Patriarch Kirill, along with President Putin, does not share the same definition of “Christian values” as Pope Francis, despite their common conservative vocabulary. Roughly speaking, to Francis, Christian values mean a readiness to forgive acts like the protest staged by Pussy Riot in Moscow’s Cathedral of Christ the Savior in 2012. To Kirill and Putin, the Pussy Riot action was blasphemous and “Christian values” mean putting them in jail.

Moreover, Pope Francis is popular with Russia’s Christian intelligentsia, who have many differences with the Patriarchate. The words and deeds of Pope Francis—and his deliberate association with St. Francis of Assissi—are an inspiration to them and so the meeting in Cuba was a dream come true.

The meeting with Patriarch Kirill, like previous meetings with President Putin, has likely made the Pope few friends among Western intellectuals, who disapprove of their common agenda on same-sex marriage, female ordination, celibate clergy, abortion, and divorce.

But it did, however, improve the Patriarch’s popularity with the Russian intelligentsia. They had high hopes for him initially, which were all but dashed after Kirill proved to be a Kremlin ideologist, promoting the idea that Russia and the West are fundamentally incompatible. At the same time, the meeting confirmed the worst fears of ultraconservatives, who have long suspected the Patriarch of ecumenism and sympathy for Catholicism.

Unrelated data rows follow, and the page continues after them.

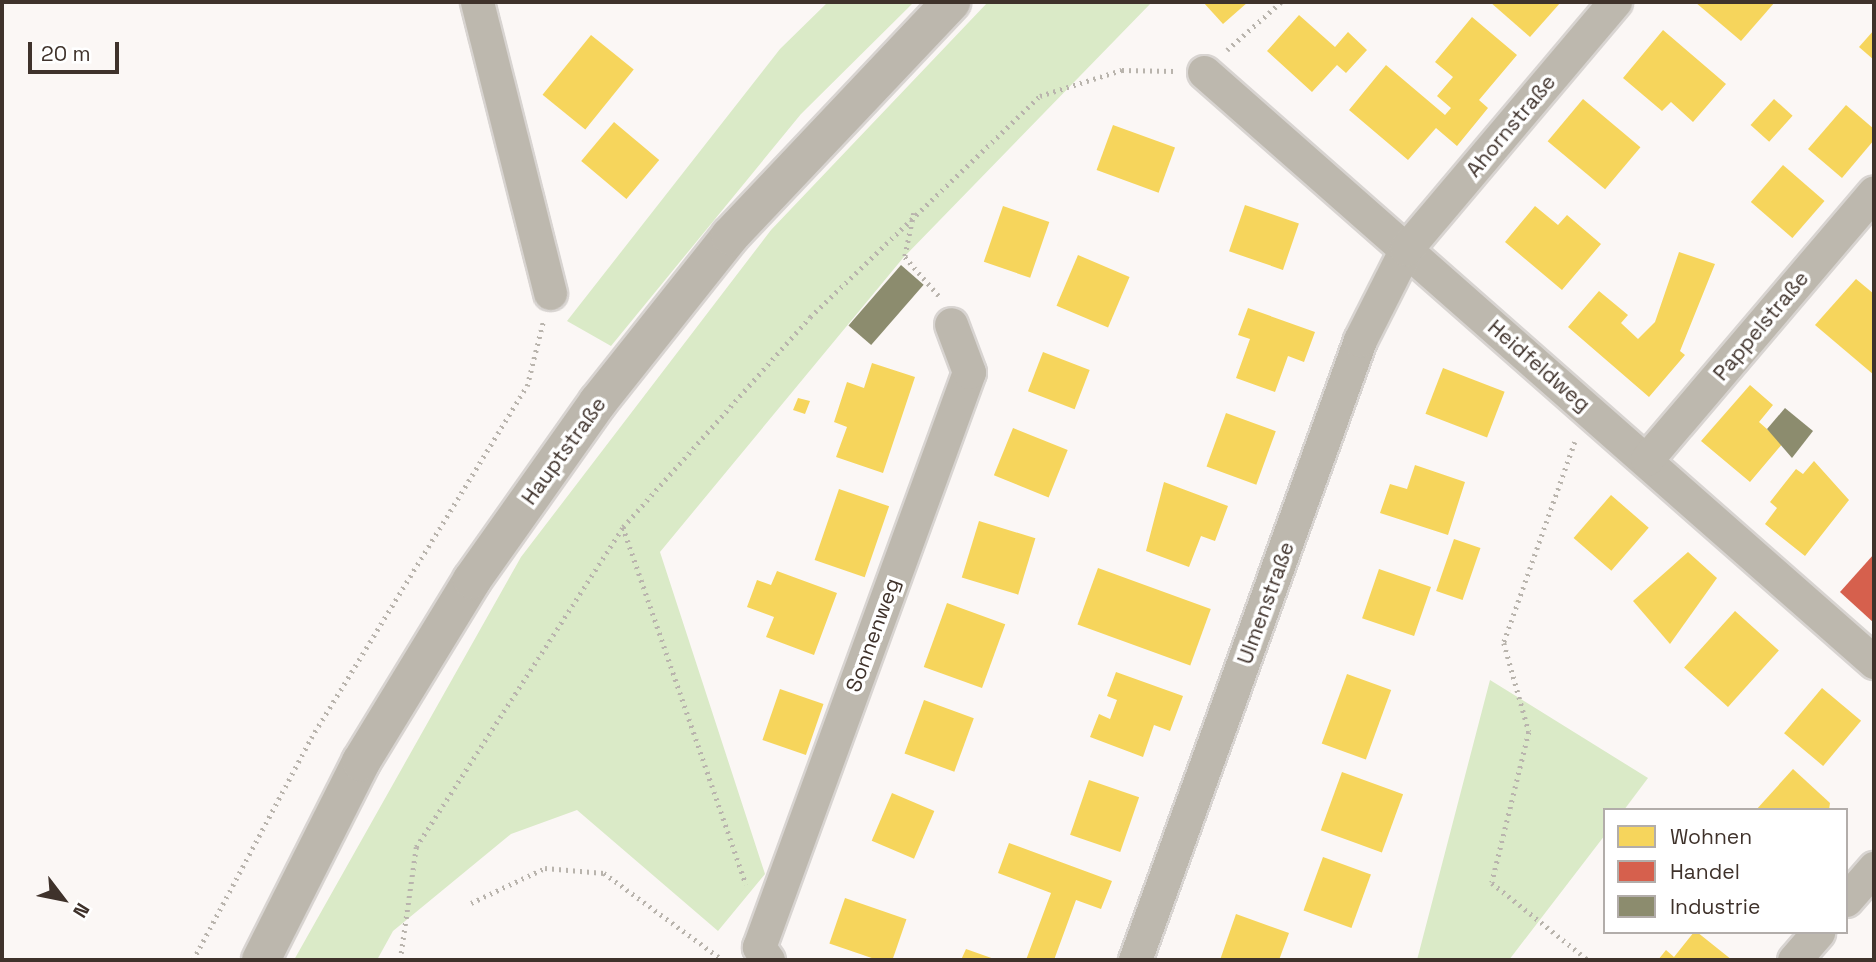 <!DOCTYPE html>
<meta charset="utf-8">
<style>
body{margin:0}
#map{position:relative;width:1876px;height:962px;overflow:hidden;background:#fbf7f5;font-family:"Space Grotesk",sans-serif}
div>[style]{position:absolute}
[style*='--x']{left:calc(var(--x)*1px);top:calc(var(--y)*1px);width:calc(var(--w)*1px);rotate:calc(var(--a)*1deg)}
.green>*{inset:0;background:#daeac7}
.homes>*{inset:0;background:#f6d55c;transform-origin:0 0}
.shops>*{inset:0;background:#d6604d}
.industry>*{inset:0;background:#8c8c6e;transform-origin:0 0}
.path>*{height:4.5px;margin-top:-2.25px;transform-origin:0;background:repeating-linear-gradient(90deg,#b9b4ad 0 2px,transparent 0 7px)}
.roads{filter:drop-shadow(2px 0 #d8d4d1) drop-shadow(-2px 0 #d8d4d1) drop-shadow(0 2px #d8d4d1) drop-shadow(0 -2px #d8d4d1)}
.street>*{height:33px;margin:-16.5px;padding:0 16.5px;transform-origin:16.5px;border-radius:16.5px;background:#bdb8ae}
.secondary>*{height:38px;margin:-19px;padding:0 19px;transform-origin:19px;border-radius:19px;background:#bcb7ad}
span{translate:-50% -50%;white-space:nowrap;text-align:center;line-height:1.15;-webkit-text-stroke:7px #fff;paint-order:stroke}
.street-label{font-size:21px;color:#3f322b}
.frame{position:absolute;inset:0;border:4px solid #3f322b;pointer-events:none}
.legend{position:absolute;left:1603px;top:808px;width:245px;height:126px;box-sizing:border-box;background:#fff;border:2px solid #b2adaa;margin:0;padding:9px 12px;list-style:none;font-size:21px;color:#3f322b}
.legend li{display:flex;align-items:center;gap:14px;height:35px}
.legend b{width:35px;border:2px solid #b2adaa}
.north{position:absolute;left:28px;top:864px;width:70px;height:70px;-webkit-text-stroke:5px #fff;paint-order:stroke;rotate:122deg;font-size:19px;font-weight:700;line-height:28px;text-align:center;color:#3f322b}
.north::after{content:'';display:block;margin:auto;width:24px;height:32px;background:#3f322b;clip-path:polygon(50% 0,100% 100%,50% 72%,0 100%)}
.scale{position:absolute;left:28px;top:42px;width:91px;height:32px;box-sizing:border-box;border:4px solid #3f322b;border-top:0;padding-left:9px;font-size:21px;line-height:24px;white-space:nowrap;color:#3f322b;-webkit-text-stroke:5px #fff;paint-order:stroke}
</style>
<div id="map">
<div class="green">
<div style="clip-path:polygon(828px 2px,914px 2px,801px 114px,611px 346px,567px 321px,780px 49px)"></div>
<div style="clip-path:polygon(988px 2px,1152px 2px,903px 258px,660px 552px,765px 874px,718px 931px,577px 810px,511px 834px,393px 931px,377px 960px,294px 960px,521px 557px,771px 230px)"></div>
<div style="clip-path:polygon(1490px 680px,1648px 778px,1624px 810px,1605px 810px,1605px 835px,1509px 960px,1417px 960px)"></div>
</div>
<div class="homes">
<div style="clip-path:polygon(1203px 2px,1248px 2px,1223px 24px)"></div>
<div style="clip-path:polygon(1490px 2px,1561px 2px,1530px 37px)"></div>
<div style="clip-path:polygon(1695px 2px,1775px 2px,1741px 41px)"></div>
<div style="clip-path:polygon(1299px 15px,1335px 47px,1348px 32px,1367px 50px,1346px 73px,1337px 65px,1312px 92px,1267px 51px)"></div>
<div style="clip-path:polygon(1472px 17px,1517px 55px,1479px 100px,1488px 108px,1457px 146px,1436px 128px,1408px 160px,1349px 110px,1386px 65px,1445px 115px,1451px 108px,1437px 96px,1453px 77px,1435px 62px)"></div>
<div style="clip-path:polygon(1663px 30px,1726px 84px,1693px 122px,1671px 102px,1662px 111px,1623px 78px)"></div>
<div style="clip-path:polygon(1874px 30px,1874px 60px,1859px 47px)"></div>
<div style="left:591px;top:35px;width:55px;height:77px;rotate:39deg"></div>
<div style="left:1583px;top:99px;width:75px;height:55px;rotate:40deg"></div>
<div style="left:1774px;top:99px;width:25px;height:35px;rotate:42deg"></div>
<div style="clip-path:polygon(1846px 105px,1874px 129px,1874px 140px,1842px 178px,1808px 149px)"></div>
<div style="left:614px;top:122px;width:59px;height:51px;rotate:40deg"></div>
<div style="left:1113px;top:125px;width:66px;height:48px;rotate:20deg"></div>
<div style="left:1783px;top:165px;width:55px;height:49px;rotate:41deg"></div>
<div style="left:1245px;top:205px;width:57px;height:49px;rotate:19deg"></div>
<div style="left:1003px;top:206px;width:49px;height:59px;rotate:19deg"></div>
<div style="clip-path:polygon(1535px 206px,1558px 225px,1567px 215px,1601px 244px,1562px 290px,1505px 242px)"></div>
<div style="clip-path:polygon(1679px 252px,1715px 264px,1680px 351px,1685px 355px,1649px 397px,1568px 327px,1599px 291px,1628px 315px,1621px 323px,1638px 339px,1655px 322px)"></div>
<div style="left:1078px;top:255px;width:56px;height:55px;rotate:23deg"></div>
<div style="clip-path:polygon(1856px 279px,1874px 294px,1874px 375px,1815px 325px)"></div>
<div style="clip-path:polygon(1248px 308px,1315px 332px,1304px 362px,1288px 356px,1275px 392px,1236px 378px,1250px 339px,1238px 335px)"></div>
<div style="left:1043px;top:352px;width:50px;height:42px;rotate:21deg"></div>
<div style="clip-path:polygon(872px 363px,915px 377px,883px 473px,836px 457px,847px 427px,834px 422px,847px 382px,864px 388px)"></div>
<div style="left:1443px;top:368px;width:66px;height:49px;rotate:21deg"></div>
<div style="clip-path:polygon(1750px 385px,1773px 405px,1759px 422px,1783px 443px,1750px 482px,1701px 441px)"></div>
<div style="clip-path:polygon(798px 398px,810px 401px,805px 414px,793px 410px)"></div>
<div style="left:1226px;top:413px;width:53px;height:57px;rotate:20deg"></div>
<div style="left:1013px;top:428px;width:59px;height:51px;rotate:22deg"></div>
<div style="clip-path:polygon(1814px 461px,1849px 500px,1805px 556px,1765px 524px,1777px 508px,1770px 502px,1796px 469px,1803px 474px)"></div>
<div style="clip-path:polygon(1415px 465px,1465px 482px,1448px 535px,1380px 513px,1390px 484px,1407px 489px)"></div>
<div style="clip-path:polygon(1164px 482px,1228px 506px,1215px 541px,1201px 536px,1189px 567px,1146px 551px)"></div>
<div style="left:839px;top:489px;width:53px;height:75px;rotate:19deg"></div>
<div style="left:1611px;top:495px;width:50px;height:57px;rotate:41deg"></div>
<div style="left:979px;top:521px;width:59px;height:59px;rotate:17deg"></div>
<div style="left:1454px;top:539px;width:28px;height:55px;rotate:19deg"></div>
<div style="clip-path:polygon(1688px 552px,1717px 578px,1670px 644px,1633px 601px)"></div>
<div style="left:1098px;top:568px;width:120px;height:60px;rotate:20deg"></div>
<div style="left:1379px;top:569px;width:55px;height:52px;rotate:19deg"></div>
<div style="clip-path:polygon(777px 571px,837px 593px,814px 655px,766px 637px,774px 617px,747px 607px,757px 580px,771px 585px)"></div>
<div style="left:947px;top:603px;width:62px;height:68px;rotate:20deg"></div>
<div style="left:1735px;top:611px;width:59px;height:76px;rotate:42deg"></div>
<div style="clip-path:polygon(1116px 672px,1183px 696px,1170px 731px,1154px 725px,1143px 757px,1090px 737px,1099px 714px,1110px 719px,1117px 700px,1107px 696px)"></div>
<div style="left:1347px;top:674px;width:47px;height:74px;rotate:20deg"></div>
<div style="left:1822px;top:688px;width:51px;height:59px;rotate:40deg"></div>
<div style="left:780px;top:689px;width:46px;height:54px;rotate:19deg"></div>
<div style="left:924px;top:700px;width:53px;height:57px;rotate:20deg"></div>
<div style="clip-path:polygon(1793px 769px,1830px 803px,1829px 810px,1756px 810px)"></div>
<div style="left:1342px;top:772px;width:65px;height:62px;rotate:20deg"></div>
<div style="left:1089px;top:780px;width:53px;height:58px;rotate:19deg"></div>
<div style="left:892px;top:793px;width:46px;height:52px;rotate:23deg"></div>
<div style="clip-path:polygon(1009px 843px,1112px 881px,1101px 909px,1076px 900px,1054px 960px,1026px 960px,1051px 893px,998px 873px)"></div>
<div style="left:1323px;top:857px;width:51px;height:57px;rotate:20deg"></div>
<div style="left:845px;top:898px;width:65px;height:48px;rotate:19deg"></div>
<div style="clip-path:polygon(1236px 914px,1289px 933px,1279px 960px,1220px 960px)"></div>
<div style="clip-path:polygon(1694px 932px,1697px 932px,1732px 960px,1658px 960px,1666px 950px,1674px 957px)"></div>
<div style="clip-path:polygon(966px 949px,997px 960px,961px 960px)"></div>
</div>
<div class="shops">
<div style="clip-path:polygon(1874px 554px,1874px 623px,1840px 592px)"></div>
</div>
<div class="industry">
<div style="left:901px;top:265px;width:30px;height:80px;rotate:41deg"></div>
<div style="clip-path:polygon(1785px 408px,1813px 431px,1792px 458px,1767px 429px)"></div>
</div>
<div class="path">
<div style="--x:1227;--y:50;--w:72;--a:-41.6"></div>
<div style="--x:914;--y:213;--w:45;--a:101.6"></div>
<div style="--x:905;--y:257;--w:53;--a:48.8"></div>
<div style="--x:1575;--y:442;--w:213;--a:109.5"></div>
<div style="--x:1504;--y:643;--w:92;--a:74.3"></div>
<div style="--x:1529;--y:732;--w:155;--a:103.8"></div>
<div style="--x:1492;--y:883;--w:123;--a:38.7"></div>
<div style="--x:623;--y:527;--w:378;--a:71"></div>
<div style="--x:471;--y:903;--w:82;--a:-25.3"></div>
<div style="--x:545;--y:868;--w:59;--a:4.8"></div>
<div style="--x:604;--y:873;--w:147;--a:36.2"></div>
<div style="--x:193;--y:960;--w:251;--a:-62"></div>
<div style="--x:311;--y:738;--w:413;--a:-58.5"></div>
<div style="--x:527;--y:386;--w:66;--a:-76"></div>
<div style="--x:400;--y:960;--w:114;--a:-81.9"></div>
<div style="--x:416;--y:847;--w:381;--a:-57.1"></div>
<div style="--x:623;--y:527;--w:281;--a:-48.3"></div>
<div style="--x:810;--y:317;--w:319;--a:-43.9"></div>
<div style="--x:1040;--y:96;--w:86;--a:-17.6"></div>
<div style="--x:1122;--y:70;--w:52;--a:1.1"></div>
</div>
<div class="roads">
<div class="street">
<div style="--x:477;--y:2;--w:300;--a:75.9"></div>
<div style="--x:1204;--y:72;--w:893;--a:41.37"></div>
<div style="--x:1647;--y:459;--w:350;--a:-49.6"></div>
<div style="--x:1846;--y:900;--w:43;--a:-48.8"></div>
<div style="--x:768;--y:960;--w:16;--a:-125"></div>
<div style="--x:759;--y:947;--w:612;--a:-69.94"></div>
<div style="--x:969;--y:372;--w:51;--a:-110.6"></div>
<div style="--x:1135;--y:960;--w:660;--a:-70.05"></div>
<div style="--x:1360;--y:340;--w:102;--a:-63.2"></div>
<div style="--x:1406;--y:249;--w:324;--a:-49.8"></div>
<div style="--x:1794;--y:960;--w:37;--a:-49"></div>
</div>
<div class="secondary">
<div style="--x:261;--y:960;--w:222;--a:-63.2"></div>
<div style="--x:361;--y:762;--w:213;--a:-58.6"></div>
<div style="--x:472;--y:580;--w:218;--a:-54.7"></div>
<div style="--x:598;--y:402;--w:212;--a:-51.5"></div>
<div style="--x:730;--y:236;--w:322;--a:-46.6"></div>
</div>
</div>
<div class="street-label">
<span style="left:1511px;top:126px;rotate:-50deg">Ahornstraße</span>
<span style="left:1761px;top:326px;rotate:-50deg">Pappelstraße</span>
<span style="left:1539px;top:366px;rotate:41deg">Heidfeldweg</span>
<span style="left:564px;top:451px;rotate:-54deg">Hauptstraße</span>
<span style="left:1266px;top:603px;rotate:-70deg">Ulmenstraße</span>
<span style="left:873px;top:635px;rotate:-70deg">Sonnenweg</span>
</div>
<div class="frame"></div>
<ul class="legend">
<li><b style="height:19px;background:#f6d55c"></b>Wohnen</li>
<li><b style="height:19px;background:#d6604d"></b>Handel</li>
<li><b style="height:19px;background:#8c8c6e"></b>Industrie</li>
</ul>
<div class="north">N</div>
<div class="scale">20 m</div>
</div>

The upshot was that everyone needed the meeting—Patriarch Kirill, President Putin, and Pope Francis. The Vatican had long sought a personal meeting, while the Russian side had resisted the idea. One of Kirill’s motivations for finally agreeing was the forthcoming Great Synod of the Orthodox Church in Crete in May, at which all of the world’s Orthodox leaders will convene for the first time in more than a millennium.

The Russian Patriarch’s main rivals for primacy over the Orthodox flock—especially the Ecumenical Patriarch of Constantinople, who is the head of the Greek church, among others—have been communicating with the Pope for a long time. Meeting the Pope has put Russians on more of an equal footing.

The disagreements that had prevented this meeting from occurring earlier are still unresolved, but they are no longer as toxic as they used to be. In the 1990s, Moscow was worried about Catholic proselytizing of Russians “on the canonical territory of the Russian Orthodox Church,” but the Russian Orthodox Church is stronger now and the population is more patriotic and less likely to turn to Catholicism. The uncompromising Tadeusz Kondrusiewicz (an ethnic Pole born in Belarus), the former Roman Catholic Archbishop of Moscow, has been succeeded by an Italian bishop who is seen as much less threatening. The Ukrainian Greek Catholic “Uniate” Church is now lost forever, but there are hopes that Pope Francis can persuade them to tone down their hostility to Moscow.

The meeting in Cuba gave Vladimir Putin, who faces threats and hostility on all sides, some much-needed breathing space. Putin is clearly thinking about his legacy in world history. Will he be remembered as the vanquisher of Islamic State, the savior of Eastern Christians, and the man who restored the Christian identity of the West, or as a Shakespearian villain? Might he even be remembered as the ruler who presided over the healing of a thousand-year schism?

The prospect of Putin healing the schism of 1054 is unlikely—any move toward canonical dialogue with Rome would spark religious discord in Russia. But attempts at rapprochement can’t hurt. Modern Russian ideology calls on all those who espouse traditional religious values to unite in a battle against the new, non-spiritual global order rather than fight each other. The fact that the long-discussed meeting between Pope and Patriarch has taken place during Putin’s presidency—and not when relations with the West were far more friendly under Mikhail Gorbachev or Boris Yeltsin—is remarkable in and of itself.